The area was further altered after World War II with the construction of two great electrical generating plants, the oil-burning Collins Station and the nuclear-powered Dresden Nuclear Power Plant (1960). The Collins plant was constructed in conjunction with an adjacent 2000 acre artificial pond, Heidecke Lake, dug to serve as a cooling pond for the generating plant. Heidecke Lake today serves as much of the northern boundary of Goose Lake Prairie. Ironically, the hand of man had destroyed one lake in the Illinois River bottomland, Goose Lake, and then created another, Heidecke Lake.

==Preservation==
The first 250 acre of Goose Lake was purchased by Illinois for nature preservation purposes in 1969. The addition of additional parcels created the present-day Goose Lake Prairie State Natural Area. The remaining patches of tallgrass prairie had been extensively altered by human activity during the preceding 150 years, but active management began to re-knit these patches into a unified swathe of natural grassland.

In 1998, two sites in the park were added to the National Register of Historic Places, White and Company's Goose Lake Stoneware Manufactury and White and Company's Goose Lake Tile Works.

Unlike many of Illinois's state parks, Goose Lake Prairie is not primarily managed for hunting; visitors are encouraged to enjoy a tallgrass prairie ecosystem, dominated by grasses such as big bluestem, Indian grass, and switchgrass, and by flowering forbs such as compass plants, coneflowers, goldenrod, shooting stars, and violets. The state park's workers and managers maintain a seven-mile network of trails throughout the park. Some of the park's patches of mature grassland sprout blades up to eight feet in height.
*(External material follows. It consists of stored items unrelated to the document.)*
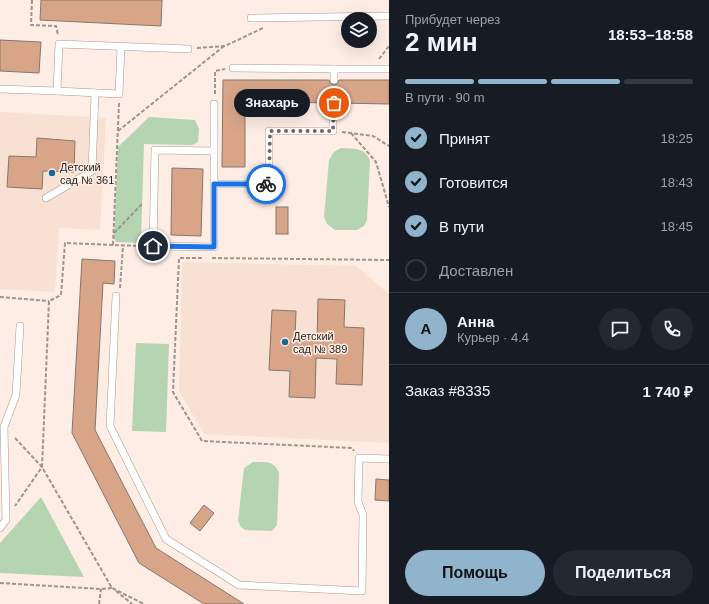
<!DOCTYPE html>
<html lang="ru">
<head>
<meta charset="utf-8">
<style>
	body { margin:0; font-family:Arial,sans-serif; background:#242831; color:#f1f3f6; height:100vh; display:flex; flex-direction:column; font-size:15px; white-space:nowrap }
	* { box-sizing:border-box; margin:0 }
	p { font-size:13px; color:#9ea1a6 }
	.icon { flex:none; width:22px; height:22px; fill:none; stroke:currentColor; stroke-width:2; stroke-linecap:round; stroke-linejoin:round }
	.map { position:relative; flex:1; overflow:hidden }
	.panel { display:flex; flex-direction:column; background:#171b24; width:320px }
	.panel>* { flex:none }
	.tools { position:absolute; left:341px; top:12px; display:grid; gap:8px }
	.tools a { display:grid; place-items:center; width:36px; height:36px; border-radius:50%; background:#171b24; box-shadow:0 4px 16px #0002; font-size:20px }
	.pin { position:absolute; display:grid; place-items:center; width:34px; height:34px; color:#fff; margin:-17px; border:2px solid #fff; border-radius:50%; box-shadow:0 1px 4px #0007 }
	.courier { position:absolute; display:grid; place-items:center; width:40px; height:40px; margin:-20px; border:3px solid #1a73e8; border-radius:50%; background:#fff; color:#222; box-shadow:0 1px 5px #0007 }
	.bubble { position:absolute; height:28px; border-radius:14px; background:#171b24; box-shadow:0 4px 16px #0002; font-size:13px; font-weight:700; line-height:28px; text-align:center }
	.headline em { font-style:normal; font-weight:700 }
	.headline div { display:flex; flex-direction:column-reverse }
	.headline { display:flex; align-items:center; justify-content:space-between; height:68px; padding:0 16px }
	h1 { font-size:26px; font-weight:700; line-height:30px }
	.bar { display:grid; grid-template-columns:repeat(4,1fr); gap:6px 4px; align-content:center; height:48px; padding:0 16px }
	.bar i { height:5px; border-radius:3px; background:#363941 }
	.bar .current { background:#90b4cc }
	.bar p { grid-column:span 4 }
	.line { display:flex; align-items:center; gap:10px; padding:0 16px; border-top:1px solid #363941 }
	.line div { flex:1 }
	.round { display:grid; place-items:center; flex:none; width:42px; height:42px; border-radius:21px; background:#242831 }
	ol { padding:0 16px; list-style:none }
	li { display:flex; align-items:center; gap:12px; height:44px }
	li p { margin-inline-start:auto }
	li .icon { padding:4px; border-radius:50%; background:#90b4cc; color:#111; stroke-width:4 }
	li:last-child { color:#9ea1a6 }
	li i { width:22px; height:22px; border:2px solid #363941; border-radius:50% }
	.button { display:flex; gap:8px; margin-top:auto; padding:8px 16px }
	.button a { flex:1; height:46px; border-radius:24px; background:#90b4cc; color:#111; font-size:16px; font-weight:700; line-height:46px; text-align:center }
	.button a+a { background:#242831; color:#f1f3f6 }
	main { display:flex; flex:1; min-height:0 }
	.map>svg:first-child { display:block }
</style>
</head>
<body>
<main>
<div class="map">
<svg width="389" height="604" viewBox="0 0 389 604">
	<rect width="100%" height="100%" fill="#feede4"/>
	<g fill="#f8e0d3">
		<path d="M0,112L106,118L100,230L59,228L55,292L0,289Z"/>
		<path d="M182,262L356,266L389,294V443L204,434L179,391Z"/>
	</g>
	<g fill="#b5d4b2">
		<path d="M149,117L195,120L199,129L198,142L192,145L144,144L141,241L139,243L116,242L114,238L118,147Z"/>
		<path d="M341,148C353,149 366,147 370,161L367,220L364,226L357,230H335L327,224L324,217L329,160L334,152Z"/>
		<path d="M136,343L169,344L166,432L132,431Z"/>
		<path d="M253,462C264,462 275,460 279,473L277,525L272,531L245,530L241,527L238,521L244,468Z"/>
		<path d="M41,497L84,577L0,573V543Z"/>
	</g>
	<g fill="#d8a589" stroke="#85766e">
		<path d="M41,0H162L161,26L40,20Z"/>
		<path d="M0,40L41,42L39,73L0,71Z"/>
		<path d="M223,80H329L330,83L334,85L337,84L339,80H389V104L338,103L337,100L333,98L330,99L328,103L245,101V167H222Z"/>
		<path d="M37,138L75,141L74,172L43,171L42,189L7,187L9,156L36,157Z"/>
		<path d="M172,168L203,169L201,236L171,235Z"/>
		<rect x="276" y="207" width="12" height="27"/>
		<path d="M82,259L115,261L114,284L103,283L95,430L156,548L244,604H204L139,563L72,433Z"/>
		<path d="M318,299L345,300L344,327L364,328L362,385L336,384L337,359L316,358L315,398L289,397L290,371L269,370L272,310L296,311L295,339L317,340Z"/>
		<path d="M376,479L389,480V501L375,500Z"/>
		<path d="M204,505L214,513L200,531L190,523Z"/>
	</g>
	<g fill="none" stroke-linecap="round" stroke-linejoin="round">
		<g stroke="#a89890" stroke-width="8">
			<g id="service">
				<path d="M251,18L389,16"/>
				<path d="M233,68L334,69"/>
				<path d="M334,80V69H389"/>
				<path d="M0,89L57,91L59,44L188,49"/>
				<path d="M57,91L119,94L121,47"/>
				<path d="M214,151V104"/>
				<path d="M214,184V151L155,150L153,246L214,247V184H269V131H333V103"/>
				<path d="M46,198L92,171L95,93"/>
				<path d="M116,296L110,426L166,539L239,585L362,591L363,515L358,502L359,458L389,459"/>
				<path d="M0,528L6,520L4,427L16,395L20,326"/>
			</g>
		</g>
		<g stroke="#9f938c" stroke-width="2" stroke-dasharray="4 2" stroke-linecap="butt">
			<path d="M32,0L31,25L56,26L58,35"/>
			<path d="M197,48L225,46L263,28"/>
			<path d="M379,59L389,46"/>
			<path d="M215,94V71L225,69"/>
			<path d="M119,103L113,245L144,246"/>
			<path d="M118,131L224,46"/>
			<path d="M342,132L373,136L389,146"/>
			<path d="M351,133L376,162L389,207"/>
			<path d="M114,233L143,203"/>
			<path d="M113,245L65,243L61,295L49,301L42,467L112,588L144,604"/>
			<path d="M202,258H179L173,392L202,441L352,448L354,451"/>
			<path d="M212,258L389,260"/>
			<path d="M120,288L123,246"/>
			<path d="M0,297L49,301"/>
			<path d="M15,438L42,467L15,506"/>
			<path d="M0,583L101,589L112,588"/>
			<path d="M116,591L132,604"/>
			<path d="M99,604L101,589"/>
		</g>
		<use href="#service" stroke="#fff" stroke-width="7"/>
	</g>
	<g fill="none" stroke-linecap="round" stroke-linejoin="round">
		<path stroke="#716762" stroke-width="4" stroke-dasharray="0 7.2" d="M266,184H269L270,131H333L334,103"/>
		<path stroke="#1a73e8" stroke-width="5" d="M153,246L214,247V184H266"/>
	</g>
	<g fill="#196699" stroke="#feede4" stroke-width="1.5">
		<circle cx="52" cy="173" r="4"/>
		<circle cx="285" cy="342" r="4"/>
	</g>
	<g text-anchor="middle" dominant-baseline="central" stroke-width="3" stroke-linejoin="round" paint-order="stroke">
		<g font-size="11" fill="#251f1c" stroke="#feede4" text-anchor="start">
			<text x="60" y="167">Детский<tspan x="60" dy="13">сад № 361</tspan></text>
			<text x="293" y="336">Детский<tspan x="293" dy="13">сад № 389</tspan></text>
		</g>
	</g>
</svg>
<div class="tools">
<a><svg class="icon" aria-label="layers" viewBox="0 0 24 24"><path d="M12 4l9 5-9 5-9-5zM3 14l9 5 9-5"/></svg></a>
</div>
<div class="pin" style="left:334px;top:103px;background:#ea580c"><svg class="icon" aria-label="bag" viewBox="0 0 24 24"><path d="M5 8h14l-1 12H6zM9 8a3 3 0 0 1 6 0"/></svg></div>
<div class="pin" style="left:153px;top:246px;background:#1f2937"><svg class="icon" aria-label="home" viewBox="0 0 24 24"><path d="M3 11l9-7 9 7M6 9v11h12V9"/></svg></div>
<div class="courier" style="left:266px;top:184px"><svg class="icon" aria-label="bike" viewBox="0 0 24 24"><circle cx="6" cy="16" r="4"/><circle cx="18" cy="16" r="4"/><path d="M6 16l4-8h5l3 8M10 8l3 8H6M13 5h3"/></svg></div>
<div class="bubble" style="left:234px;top:89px;width:76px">Знахарь</div>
</div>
<section class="panel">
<div class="headline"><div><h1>2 мин</h1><p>Прибудет через</p></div><em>18:53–18:58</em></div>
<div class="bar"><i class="current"></i><i class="current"></i><i class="current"></i><i></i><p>В пути · 90 m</p></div>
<ol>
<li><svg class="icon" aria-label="check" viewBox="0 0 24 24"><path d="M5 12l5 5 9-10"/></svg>Принят<p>18:25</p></li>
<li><svg class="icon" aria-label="check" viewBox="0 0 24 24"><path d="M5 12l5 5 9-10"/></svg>Готовится<p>18:43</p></li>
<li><svg class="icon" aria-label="check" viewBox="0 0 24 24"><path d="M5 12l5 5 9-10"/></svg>В пути<p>18:45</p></li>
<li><i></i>Доставлен</li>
</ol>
<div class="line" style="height:72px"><b class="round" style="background:#90b4cc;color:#111">А</b><div><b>Анна</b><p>Курьер · 4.4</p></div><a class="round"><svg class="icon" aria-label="chat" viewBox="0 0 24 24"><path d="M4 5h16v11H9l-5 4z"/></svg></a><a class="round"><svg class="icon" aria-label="phone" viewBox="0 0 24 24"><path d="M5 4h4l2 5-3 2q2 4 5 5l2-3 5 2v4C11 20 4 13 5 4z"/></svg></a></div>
<div class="line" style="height:52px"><div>Заказ #8335</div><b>1 740 ₽</b></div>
<div class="button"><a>Помощь</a><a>Поделиться</a></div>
</section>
</main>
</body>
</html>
The patches of old-growth tallgrass prairie that have survived to the present day serve as a biotic refuge for many species that can live nowhere else, especially prairie-endemic moths and butterflies. Some rare prairie plants are especially adapted to feed and be fertilized by equally rare prairie insects. Lepidopterists have found the papaipema moth, previously thought to be extinct, fluttering about Goose Lake Prairie's forbs and flowers.

The Cragg Cabin, a c. 1838 log cabin originally built in nearby Mazon, Illinois, has been relocated to Goose Lake Prairie as a tribute to the frontier heritage of the Prairie State.
Together with the nearby Midewin National Tallgrass Prairie, Goose Lake Prairie is a reminder of the tens of thousands of acres of tallgrass prairie that once lived in Illinois.

Goose Lake Prairie has been listed as an Important Bird Area of Illinois.

Goose Lake Prairie State Natural Area is accessible from Exit 240 on Interstate 55.